Esto tiene dos caras: una positiva, ya que reconoce como proceso creativo lo que era considerado “no cultura” o “cultura inferior”, aquello desarrollado en zonas agrícolas o sectores populares. Cuando los europeos llegaron a América, determinaron que estas culturas estaban animadas por el demonio y, por tanto, toda la creación artística y cultural estaba en pecado. Esto justificó en parte el genocidio y la explotación de gente y recursos. De igual forma, hoy se denomina “folclore” a las expresiones culturales populares como si fueran de menor rango que otras más “cultas”. El concepto “folclore” (cultura del pueblo) tiene un tufillo clasista, racista y discriminador. Es indudable que el pueblo también hace cultura y, no en pocos casos, logra potentes expresiones que se pueden ver en los textiles, las fiestas populares, la música y otros. Desde este punto de vista, la cultura ha sido un territorio de pertenencia y de resistencia a procesos de dominación cultural, política y económica.

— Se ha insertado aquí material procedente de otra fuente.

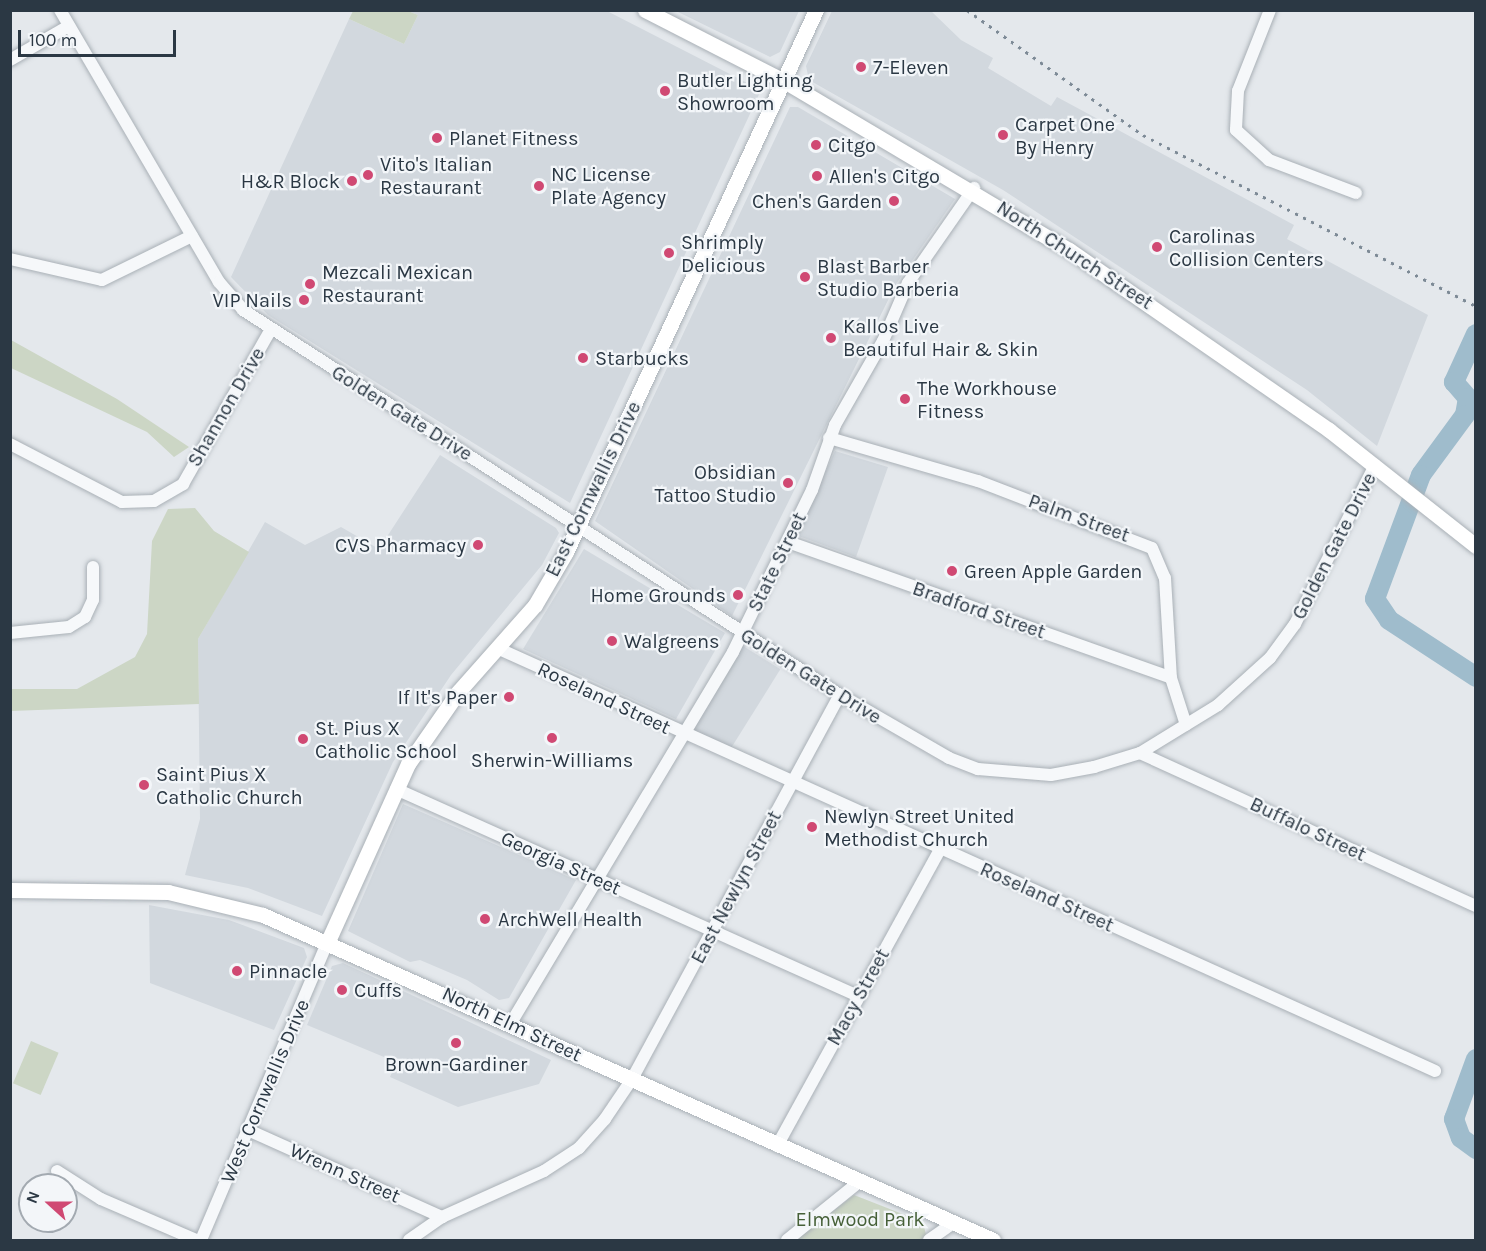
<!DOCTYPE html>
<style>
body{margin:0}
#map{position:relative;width:1486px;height:1251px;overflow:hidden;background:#e4e8ec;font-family:Karla,sans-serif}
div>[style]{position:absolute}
.built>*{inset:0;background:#d2d8de;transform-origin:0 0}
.green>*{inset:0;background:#ccd6c5;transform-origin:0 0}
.stream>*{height:3px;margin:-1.5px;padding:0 1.5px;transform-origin:1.5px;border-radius:1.5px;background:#9fbccc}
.river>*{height:20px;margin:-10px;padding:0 10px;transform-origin:10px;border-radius:10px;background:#9fbccc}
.roads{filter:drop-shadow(0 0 2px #a9b0b6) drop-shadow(0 0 2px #a9b0b6)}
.minor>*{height:12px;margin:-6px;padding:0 6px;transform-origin:6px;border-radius:6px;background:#f6f8fa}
.major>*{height:15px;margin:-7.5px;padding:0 7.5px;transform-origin:7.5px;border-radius:7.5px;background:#fff}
.rail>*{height:3px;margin-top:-1.5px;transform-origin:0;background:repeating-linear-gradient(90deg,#7d8a96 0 3px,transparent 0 9px)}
.dots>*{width:16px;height:16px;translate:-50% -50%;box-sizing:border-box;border:3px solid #f3f6f9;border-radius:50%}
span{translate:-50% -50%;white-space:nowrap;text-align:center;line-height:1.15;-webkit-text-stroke:4.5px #f3f6f9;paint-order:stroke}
.poi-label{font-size:20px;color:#2b3844}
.left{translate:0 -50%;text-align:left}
.right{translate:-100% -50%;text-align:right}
.street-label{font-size:20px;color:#2b3844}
.park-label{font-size:20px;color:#466038}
.frame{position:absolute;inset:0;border:12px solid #2b3844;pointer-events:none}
.north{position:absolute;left:18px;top:1173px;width:60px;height:60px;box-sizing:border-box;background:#f3f6f9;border:2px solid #a3aab1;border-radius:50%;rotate:291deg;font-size:16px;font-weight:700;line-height:24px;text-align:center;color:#2b3844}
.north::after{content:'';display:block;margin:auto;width:21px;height:27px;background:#d04973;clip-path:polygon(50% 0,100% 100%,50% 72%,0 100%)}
.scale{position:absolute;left:18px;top:30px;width:158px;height:27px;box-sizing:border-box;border:3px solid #2b3844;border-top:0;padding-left:8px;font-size:18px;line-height:21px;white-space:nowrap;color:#2b3844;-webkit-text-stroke:4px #f3f6f9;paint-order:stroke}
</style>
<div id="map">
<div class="built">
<i style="clip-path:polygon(408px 11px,607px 11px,761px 90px,570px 503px,268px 315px,231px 277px,349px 19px,404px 44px,418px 15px)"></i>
<i style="clip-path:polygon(676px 11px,799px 11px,780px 52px,770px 57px)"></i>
<i style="clip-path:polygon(832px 11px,931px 11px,961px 40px,993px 58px,988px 68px,1051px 106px,1057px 97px,1294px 225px,1287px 239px,1428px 315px,1377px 446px,1307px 390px,1003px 190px,809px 80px,806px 66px)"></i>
<i style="clip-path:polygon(790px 107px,798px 107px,955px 199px,896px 284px,732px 616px,595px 521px)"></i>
<i style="clip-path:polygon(835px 451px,888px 467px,856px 557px,796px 535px)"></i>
<i style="clip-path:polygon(440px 455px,556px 528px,559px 533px,542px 565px,451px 675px,393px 762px,322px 916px,248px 888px,185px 875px,200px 819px,198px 639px,265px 522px,305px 545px,341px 527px,379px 549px)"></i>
<i style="clip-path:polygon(584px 549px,725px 633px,676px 719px,523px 649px)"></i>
<i style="left:743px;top:646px;width:44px;height:97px;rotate:32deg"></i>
<i style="clip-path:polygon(403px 804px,576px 880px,509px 998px,499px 1000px,467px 980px,420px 960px,410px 962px,348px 931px)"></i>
<i style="clip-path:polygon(149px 905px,229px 920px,304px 948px,307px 957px,274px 1030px,150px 983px)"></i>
<i style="clip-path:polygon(343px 963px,551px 1060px,539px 1084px,458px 1107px,390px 1077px,396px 1062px,307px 1025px,332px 966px)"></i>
</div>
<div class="green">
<i style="clip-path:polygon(353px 11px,408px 11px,418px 15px,404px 44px,349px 19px)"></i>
<i style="clip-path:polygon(11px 340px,117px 399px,189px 447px,174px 457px,147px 432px,11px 368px)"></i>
<i style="clip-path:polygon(195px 508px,214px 531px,249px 552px,198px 639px,199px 704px,11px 711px,11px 689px,77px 689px,135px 657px,147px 634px,152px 541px,168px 509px)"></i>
<i style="left:31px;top:1041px;width:30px;height:46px;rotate:23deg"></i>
<i style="clip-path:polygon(854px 1195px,923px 1222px,926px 1235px,921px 1240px,795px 1240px)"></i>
</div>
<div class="stream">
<i style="left:1468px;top:348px;width:8px"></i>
</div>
<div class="river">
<i style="left:1476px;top:334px;width:53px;rotate:114.6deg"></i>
<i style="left:1454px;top:382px;width:21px;rotate:49deg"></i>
<i style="left:1468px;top:398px;width:17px;rotate:100deg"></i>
<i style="left:1465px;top:415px;width:74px;rotate:126.3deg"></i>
<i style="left:1421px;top:475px;width:132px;rotate:110.4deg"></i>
<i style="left:1375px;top:599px;width:25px;rotate:56deg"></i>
<i style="left:1389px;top:620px;width:104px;rotate:33.2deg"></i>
<i style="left:1476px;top:1059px;width:64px;rotate:110.1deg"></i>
<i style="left:1454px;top:1119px;width:20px;rotate:70deg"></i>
<i style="left:1461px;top:1138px;width:19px;rotate:36deg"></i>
</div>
<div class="roads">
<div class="minor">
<i style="left:60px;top:10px;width:315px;rotate:59.7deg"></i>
<i style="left:219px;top:282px;width:37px;rotate:49deg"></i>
<i style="left:243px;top:310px;width:710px;rotate:32.82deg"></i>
<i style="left:840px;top:695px;width:126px;rotate:30deg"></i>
<i style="left:949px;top:758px;width:31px;rotate:21deg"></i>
<i style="left:978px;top:769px;width:73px;rotate:4.7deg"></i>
<i style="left:1051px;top:775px;width:44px;rotate:-10.5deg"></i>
<i style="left:1094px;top:767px;width:48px;rotate:-16.9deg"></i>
<i style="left:1140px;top:753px;width:92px;rotate:-31.6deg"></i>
<i style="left:1218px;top:705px;width:70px;rotate:-42.1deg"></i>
<i style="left:1270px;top:658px;width:42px;rotate:-53.7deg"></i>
<i style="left:1295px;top:624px;width:178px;rotate:-63.3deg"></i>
<i style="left:1270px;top:10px;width:87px;rotate:111.6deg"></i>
<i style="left:1238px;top:91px;width:39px;rotate:93deg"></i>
<i style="left:1236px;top:130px;width:45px;rotate:42.3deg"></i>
<i style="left:1269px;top:160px;width:93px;rotate:20.8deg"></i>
<i style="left:10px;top:60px;width:68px;rotate:-30deg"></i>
<i style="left:10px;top:259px;width:94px;rotate:12.9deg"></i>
<i style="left:102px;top:280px;width:100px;rotate:-26.1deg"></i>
<i style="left:829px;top:438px;width:155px;rotate:16.1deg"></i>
<i style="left:978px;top:481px;width:186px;rotate:21.1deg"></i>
<i style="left:1152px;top:548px;width:33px;rotate:67deg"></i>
<i style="left:1165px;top:578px;width:100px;rotate:86.6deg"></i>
<i style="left:1171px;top:678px;width:49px;rotate:72.3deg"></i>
<i style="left:10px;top:444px;width:126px;rotate:27.4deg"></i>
<i style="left:122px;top:502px;width:32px;rotate:-2deg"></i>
<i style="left:154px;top:501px;width:34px;rotate:-30deg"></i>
<i style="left:183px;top:484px;width:176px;rotate:-60.4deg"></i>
<i style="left:788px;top:542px;width:406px;rotate:19.5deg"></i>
<i style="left:10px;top:633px;width:59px;rotate:-5.8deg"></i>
<i style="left:69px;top:627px;width:19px;rotate:-32deg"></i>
<i style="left:85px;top:617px;width:19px;rotate:-65deg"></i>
<i style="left:93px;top:600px;width:33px;rotate:-90deg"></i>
<i style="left:497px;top:648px;width:1029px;rotate:24.27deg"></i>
<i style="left:1140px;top:753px;width:369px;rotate:24.5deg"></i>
<i style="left:396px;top:789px;width:506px;rotate:24.13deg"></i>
<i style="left:511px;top:1023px;width:432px;rotate:-59.1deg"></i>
<i style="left:733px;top:652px;width:180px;rotate:-64deg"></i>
<i style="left:812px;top:490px;width:69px;rotate:-70.5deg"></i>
<i style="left:835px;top:425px;width:97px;rotate:-60.3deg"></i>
<i style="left:883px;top:341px;width:63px;rotate:-66.7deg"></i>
<i style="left:908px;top:283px;width:116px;rotate:-55.2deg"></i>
<i style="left:248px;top:1130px;width:213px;rotate:24.2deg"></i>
<i style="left:777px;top:1146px;width:339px;rotate:-61.2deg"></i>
<i style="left:57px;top:1171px;width:52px;rotate:32.5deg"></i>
<i style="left:101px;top:1199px;width:103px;rotate:23.3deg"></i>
<i style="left:201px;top:1240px;width:325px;rotate:-67deg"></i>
<i style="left:409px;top:1240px;width:40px;rotate:-34.9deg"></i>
<i style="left:442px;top:1217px;width:112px;rotate:-24.3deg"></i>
<i style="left:544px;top:1171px;width:42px;rotate:-33.3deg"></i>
<i style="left:579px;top:1148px;width:39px;rotate:-48deg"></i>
<i style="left:605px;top:1119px;width:48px;rotate:-56deg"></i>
<i style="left:632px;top:1079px;width:437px;rotate:-61.6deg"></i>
<i style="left:787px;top:1240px;width:94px;rotate:-38.9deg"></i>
<i style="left:929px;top:1240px;width:29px;rotate:-35deg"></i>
</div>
<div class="major">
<i style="left:645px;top:10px;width:156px;rotate:27.1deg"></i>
<i style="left:784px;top:81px;width:331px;rotate:30.7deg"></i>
<i style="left:1069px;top:250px;width:316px;rotate:34.7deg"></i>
<i style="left:1329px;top:430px;width:187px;rotate:38.3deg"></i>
<i style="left:10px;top:890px;width:158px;rotate:0.7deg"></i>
<i style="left:168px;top:892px;width:98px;rotate:13.6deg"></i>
<i style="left:263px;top:915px;width:799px;rotate:24deg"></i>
<i style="left:328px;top:941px;width:194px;rotate:-65.7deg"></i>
<i style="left:408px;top:764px;width:88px;rotate:-55.2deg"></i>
<i style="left:458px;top:692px;width:116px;rotate:-48.5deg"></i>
<i style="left:535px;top:605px;width:61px;rotate:-59.7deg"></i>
<i style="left:566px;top:552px;width:597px;rotate:-65.24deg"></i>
</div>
</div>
<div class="rail">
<i style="left:967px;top:10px;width:216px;rotate:35.4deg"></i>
<i style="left:1143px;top:135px;width:374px;rotate:27.2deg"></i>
</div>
<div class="dots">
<i style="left:861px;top:67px;background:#d04973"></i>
<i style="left:665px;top:91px;background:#d04973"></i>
<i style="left:1003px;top:135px;background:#d04973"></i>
<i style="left:437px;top:138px;background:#d04973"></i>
<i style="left:816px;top:145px;background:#d04973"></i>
<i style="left:368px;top:175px;background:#d04973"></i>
<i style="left:817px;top:176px;background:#d04973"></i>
<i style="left:352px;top:181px;background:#d04973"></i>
<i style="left:539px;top:186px;background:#d04973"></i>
<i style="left:894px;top:201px;background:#d04973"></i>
<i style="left:1157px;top:247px;background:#d04973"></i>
<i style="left:669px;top:253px;background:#d04973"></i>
<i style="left:805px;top:277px;background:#d04973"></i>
<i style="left:310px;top:284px;background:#d04973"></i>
<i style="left:304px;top:300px;background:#d04973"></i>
<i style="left:831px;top:338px;background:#d04973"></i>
<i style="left:583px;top:358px;background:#d04973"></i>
<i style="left:905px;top:399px;background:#d04973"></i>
<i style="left:788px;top:483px;background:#d04973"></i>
<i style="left:478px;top:545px;background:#d04973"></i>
<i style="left:952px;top:571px;background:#d04973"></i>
<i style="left:738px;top:595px;background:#d04973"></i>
<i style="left:612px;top:641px;background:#d04973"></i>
<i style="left:509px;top:697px;background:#d04973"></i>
<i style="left:552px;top:738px;background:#d04973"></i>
<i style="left:303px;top:739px;background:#d04973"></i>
<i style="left:144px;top:785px;background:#d04973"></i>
<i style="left:812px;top:827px;background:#d04973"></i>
<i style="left:485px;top:919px;background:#d04973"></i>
<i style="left:237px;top:971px;background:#d04973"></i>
<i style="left:342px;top:990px;background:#d04973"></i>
<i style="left:456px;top:1043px;background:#d04973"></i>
</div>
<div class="poi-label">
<span class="left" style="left:873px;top:67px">7-Eleven</span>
<span class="left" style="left:677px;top:92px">Butler Lighting<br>Showroom</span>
<span class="left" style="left:1015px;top:136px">Carpet One<br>By Henry</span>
<span class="left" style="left:449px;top:138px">Planet Fitness</span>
<span class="left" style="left:828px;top:145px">Citgo</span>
<span class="left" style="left:380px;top:176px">Vito's Italian<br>Restaurant</span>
<span class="left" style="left:551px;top:186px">NC License<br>Plate Agency</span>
<span class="left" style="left:829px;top:176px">Allen's Citgo</span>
<span class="right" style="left:340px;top:181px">H&amp;R Block</span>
<span class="right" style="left:882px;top:201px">Chen's Garden</span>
<span class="left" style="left:1169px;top:248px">Carolinas<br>Collision Centers</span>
<span class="left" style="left:681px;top:254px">Shrimply<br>Delicious</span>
<span class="left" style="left:817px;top:278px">Blast Barber<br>Studio Barberia</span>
<span class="left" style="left:322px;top:284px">Mezcali Mexican<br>Restaurant</span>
<span class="right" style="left:292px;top:300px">VIP Nails</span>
<span class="left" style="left:843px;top:338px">Kallos Live<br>Beautiful Hair &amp; Skin</span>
<span class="left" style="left:595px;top:358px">Starbucks</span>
<span class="left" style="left:917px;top:400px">The Workhouse<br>Fitness</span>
<span class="right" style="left:776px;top:484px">Obsidian<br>Tattoo Studio</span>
<span class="right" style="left:466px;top:545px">CVS Pharmacy</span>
<span class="left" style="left:964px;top:571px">Green Apple Garden</span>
<span class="right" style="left:726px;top:595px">Home Grounds</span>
<span class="left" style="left:624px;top:641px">Walgreens</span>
<span class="right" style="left:497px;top:697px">If It's Paper</span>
<span class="left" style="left:315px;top:740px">St. Pius X<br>Catholic School</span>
<span style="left:552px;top:760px">Sherwin-Williams</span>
<span class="left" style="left:156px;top:786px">Saint Pius X<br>Catholic Church</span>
<span class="left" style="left:824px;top:828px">Newlyn Street United<br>Methodist Church</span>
<span class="left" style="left:498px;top:919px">ArchWell Health</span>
<span class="left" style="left:249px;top:971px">Pinnacle</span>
<span class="left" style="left:354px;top:990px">Cuffs</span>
<span style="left:456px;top:1064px">Brown-Gardiner</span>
</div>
<div class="street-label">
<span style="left:1075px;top:255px;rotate:33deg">North Church Street</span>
<span style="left:226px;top:407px;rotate:-60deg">Shannon Drive</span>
<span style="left:402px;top:413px;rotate:32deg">Golden Gate Drive</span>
<span style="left:593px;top:489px;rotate:-64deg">East Cornwallis Drive</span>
<span style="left:1079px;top:518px;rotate:20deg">Palm Street</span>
<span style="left:1334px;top:546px;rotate:-63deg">Golden Gate Drive</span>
<span style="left:777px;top:562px;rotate:-64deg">State Street</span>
<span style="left:979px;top:610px;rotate:19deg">Bradford Street</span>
<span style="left:811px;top:676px;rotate:32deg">Golden Gate Drive</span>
<span style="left:604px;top:698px;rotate:25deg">Roseland Street</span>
<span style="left:1308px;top:829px;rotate:25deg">Buffalo Street</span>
<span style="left:561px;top:863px;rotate:24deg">Georgia Street</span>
<span style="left:736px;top:887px;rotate:-62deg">East Newlyn Street</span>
<span style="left:1047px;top:897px;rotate:24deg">Roseland Street</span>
<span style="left:858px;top:997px;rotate:-61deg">Macy Street</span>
<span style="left:512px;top:1024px;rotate:25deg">North Elm Street</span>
<span style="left:265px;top:1091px;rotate:-67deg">West Cornwallis Drive</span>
<span style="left:345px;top:1173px;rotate:24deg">Wrenn Street</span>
</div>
<div class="park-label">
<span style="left:860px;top:1219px">Elmwood Park</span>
</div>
<div class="frame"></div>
<div class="north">N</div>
<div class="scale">100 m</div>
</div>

La otra cara es de confusión cuando la cultura pasa a manos de intereses económicos y políticos que convierten la rebelión, la resistencia y las expresiones de los pueblos y sus creadores en meros objetos de consumo. Hoy en día la cultura ya no es territorio de transformación y búsqueda de nuevos horizontes para los países y para la civilización, sino un enorme negocio promovido por corporaciones que imponen modas, gustos, preferencias, consumo, y que le ponen precio a toda expresión artística, ya sea que venga de procesos populares o de creadores colectivos o individuales. Esta confusión no es gratuita, está dirigida a promover generaciones de personas sin capacidad crítica y, lo peor, sin interés de involucrarse en lo político (lucha por el bien común), bien alimentados en su individualismo consumista. Las llamadas “industrias culturales” tienen esta carga conceptual y política. De pronto, ya ni la cultura —como espacio de creación y recreación— ni los creadores (hay excepciones, claro está) cumplen una función de resistencia y transformación, sino se convierten en correas de transmisión de un sistema que los devora en mente y alma. Si bien el nuevo concepto de cultura pone en su lugar muchas cosas, también deforma el rol de la cultura y lo desvanece peligrosamente.